How much is a home business worth? I have a friend in Colorado who built a multi-million dollar business from home. He created a grocery-store Mexican food brand, outsourced everything from production to distribution, and handled sales himself, alone, from home. His product line includes 28 individual items. When he sold the company, it was grossing more than $10 million. He cashed out at a “get rich” price and he continues to run the company on contract. From his home.
As home businesses go, this is an extreme example. Most home-based companies are more like mine, a service company. I’m a freelance writer. A number of publishing companies buy my work on a regular basis. My overhead is close to zero. I have few assets – just my computer and the typing table it sits on. All my revenue goes straight to the bottom line. It’s a fine living, but the business provides virtually nothing to sell or pass down to my kids when I’m done with it.
There are two forms of value you can create with a business: revenue production – the cash you live on – and equity. The equity is the value of your business to others, after you settle company loans and obligations. For my friend in Colorado, the greatest value he created was equity. He didn’t take an earth-shattering salary from his business, but when he sold it, the equity was sufficient to make him a wealthy man.
If I have anything left when I’m done with my business, it will be because I saved some of my profits. I can’t sell my business unless I can convince my clients that another writer will be able to deliver equivalent goods at the same price. So if I can teach my kids trade journalism and the ins and outs of global automation systems, I may have something to pass down. More than likely, I will simply sign off with my clients when I retire.

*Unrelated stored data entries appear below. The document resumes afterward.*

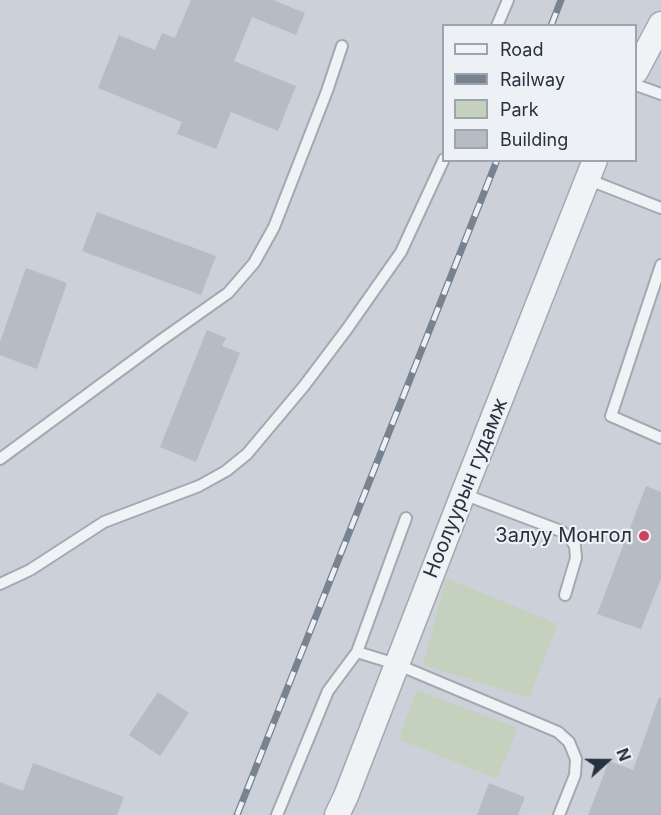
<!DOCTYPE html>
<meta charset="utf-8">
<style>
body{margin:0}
#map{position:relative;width:661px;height:815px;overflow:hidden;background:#dee2e7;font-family:Inter,sans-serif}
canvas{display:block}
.legend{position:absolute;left:442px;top:24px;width:195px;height:138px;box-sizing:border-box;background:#edf1f5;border:2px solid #9ea4ac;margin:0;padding:8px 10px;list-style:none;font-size:18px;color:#27313e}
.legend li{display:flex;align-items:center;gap:12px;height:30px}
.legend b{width:30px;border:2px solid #9ea4ac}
.north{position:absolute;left:577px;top:731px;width:60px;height:60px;-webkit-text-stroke:4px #edf1f5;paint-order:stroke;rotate:69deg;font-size:16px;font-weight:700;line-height:24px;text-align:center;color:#27313e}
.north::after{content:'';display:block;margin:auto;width:21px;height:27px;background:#27313e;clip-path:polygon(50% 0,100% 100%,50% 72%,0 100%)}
</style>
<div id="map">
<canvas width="661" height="815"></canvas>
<ul class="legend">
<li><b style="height:8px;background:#f0f3f6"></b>Road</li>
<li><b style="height:8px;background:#778391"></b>Railway</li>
<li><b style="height:16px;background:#c5d1bf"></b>Park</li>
<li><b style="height:16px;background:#b5bcc4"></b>Building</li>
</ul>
<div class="north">N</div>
</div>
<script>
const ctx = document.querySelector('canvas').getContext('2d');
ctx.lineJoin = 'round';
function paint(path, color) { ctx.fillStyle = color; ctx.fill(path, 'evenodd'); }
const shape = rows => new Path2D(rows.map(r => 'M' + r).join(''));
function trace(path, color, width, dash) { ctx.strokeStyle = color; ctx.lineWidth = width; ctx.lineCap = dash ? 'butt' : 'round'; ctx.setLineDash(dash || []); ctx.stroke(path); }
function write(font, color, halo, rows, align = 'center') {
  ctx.font = font + ' Inter,sans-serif'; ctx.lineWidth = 4.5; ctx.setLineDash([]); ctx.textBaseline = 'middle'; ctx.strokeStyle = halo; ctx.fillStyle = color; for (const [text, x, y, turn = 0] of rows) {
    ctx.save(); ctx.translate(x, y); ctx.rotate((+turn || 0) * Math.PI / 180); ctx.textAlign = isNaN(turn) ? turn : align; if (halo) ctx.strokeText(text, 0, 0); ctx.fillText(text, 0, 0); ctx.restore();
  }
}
const built = shape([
 [0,0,661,0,661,815,0,815],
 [444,26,636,26,636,160,444,160]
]);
const green = shape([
 [446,578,558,624,529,698,423,665],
 [417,690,518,728,497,779,398,739]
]);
const building = shape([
 [191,0,273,0,305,13,296,35,252,17,234,61,296,86,278,131,231,112,216,149,177,134,182,122,98,88,119,35,155,50,162,33,175,38],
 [97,212,216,256,201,295,82,251],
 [26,268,67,283,37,369,0,355,0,342],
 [207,330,226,338,222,346,240,353,196,462,160,447],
 [646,486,661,492,661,579,641,629,597,614],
 [158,692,189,713,160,756,129,735],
 [659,697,661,698,661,815,588,815,609,761,633,770],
 [33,763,124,797,117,815,0,815,0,782,23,791],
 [489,783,525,797,518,815,477,815]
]);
const service = shape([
 [497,26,508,0],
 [636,85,661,94],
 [587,179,661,208],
 [661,265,611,416,661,438],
 [0,459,160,341,228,293,254,263,274,227,327,91,342,46],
 [463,494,561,531,570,538,575,546,576,558,565,595],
 [406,518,357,652,396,664,558,732,569,742,576,759,575,775,559,815],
 [0,584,30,570,104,522,199,486,226,471,247,454,304,386,347,329,401,252,444,159],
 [277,815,328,691,357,652]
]);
const tertiary = shape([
 [636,71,661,24],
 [337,815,346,796,463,494,595,160]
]);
const rail = shape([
 [551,26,561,0],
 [237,815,497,160]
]);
const markers = [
 [644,536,6,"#cd4260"]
];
const streetNames = [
 ["Ноолуурын гудамж",466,488,-68]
];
const poiNames = [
 ["Залуу Монгол",632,536]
];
paint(built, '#ccd1d9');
paint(green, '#c5d1bf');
paint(building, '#b5bcc4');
trace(service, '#a3a9b1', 14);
trace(tertiary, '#a3a9b1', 27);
trace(service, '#f0f3f6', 10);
trace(tertiary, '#f0f3f6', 24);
trace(rail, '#778391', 7);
trace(rail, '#edf1f5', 4.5, [14]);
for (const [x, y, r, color] of markers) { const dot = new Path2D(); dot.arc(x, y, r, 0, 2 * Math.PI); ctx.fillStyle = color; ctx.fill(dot); trace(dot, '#edf1f5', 2); }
write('20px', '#27313e', '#edf1f5', streetNames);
write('20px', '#27313e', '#edf1f5', poiNames, 'right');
</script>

I once owned a magazine. Since a magazine is a brand, I was able to create some equity value. The publication had been in growth mode for a decade when I sold it, so it had “blue sky” value in excess of its ability to produce profit. “Blue sky” value is your ability to convince a potential buyer that the company will keep on growing, and thus, it will be worth more in the long run than it is at the day of sale.
So I was able to realize a decent equity payoff. Except for one problem. The new publisher would have to fulfill unexpired subscriptions. I received $18.95 for a year’s subscription and spent the funds to publish the current issue – much like our government runs social security. Since the new publisher was going to publish and send out the balance of my unfulfilled issues to subscribers, he was relieving me of roughly $1 million in future obligations. Then there’s tax and a few business loans that needed to be tidied up.
I sold my business for $1.5 million and netted about a year’s salary. I could brag and say my business was worth more than a million, but when the dust settled, my take was about $75,000.
Business value is very had to fix. Most local service businesses – most home businesses – are sold on a simple formula. You take the average proceeds from the business and figure a four-year payout based on a year’s profit and a 20 percent down payment. And the company has to be able to pay its owner/operator a living salary. Say you pay yourself $60,000 per year and net an additional $25,000 beyond your salary. Your company is roughly worth $125,000 in your local market. The new owner will put $25,000 down, then pay you $25,000 per year (the profits) for four years while taking the $60,000 per year salary to run the business.
You can get more for a company if there’s a brand product – like a magazine or food product. But with most home businesses, there is little actually equity being produced. At the end of the day, you will probably have little to sell. This means you have to value your business based on its ability to pay you a decent salary.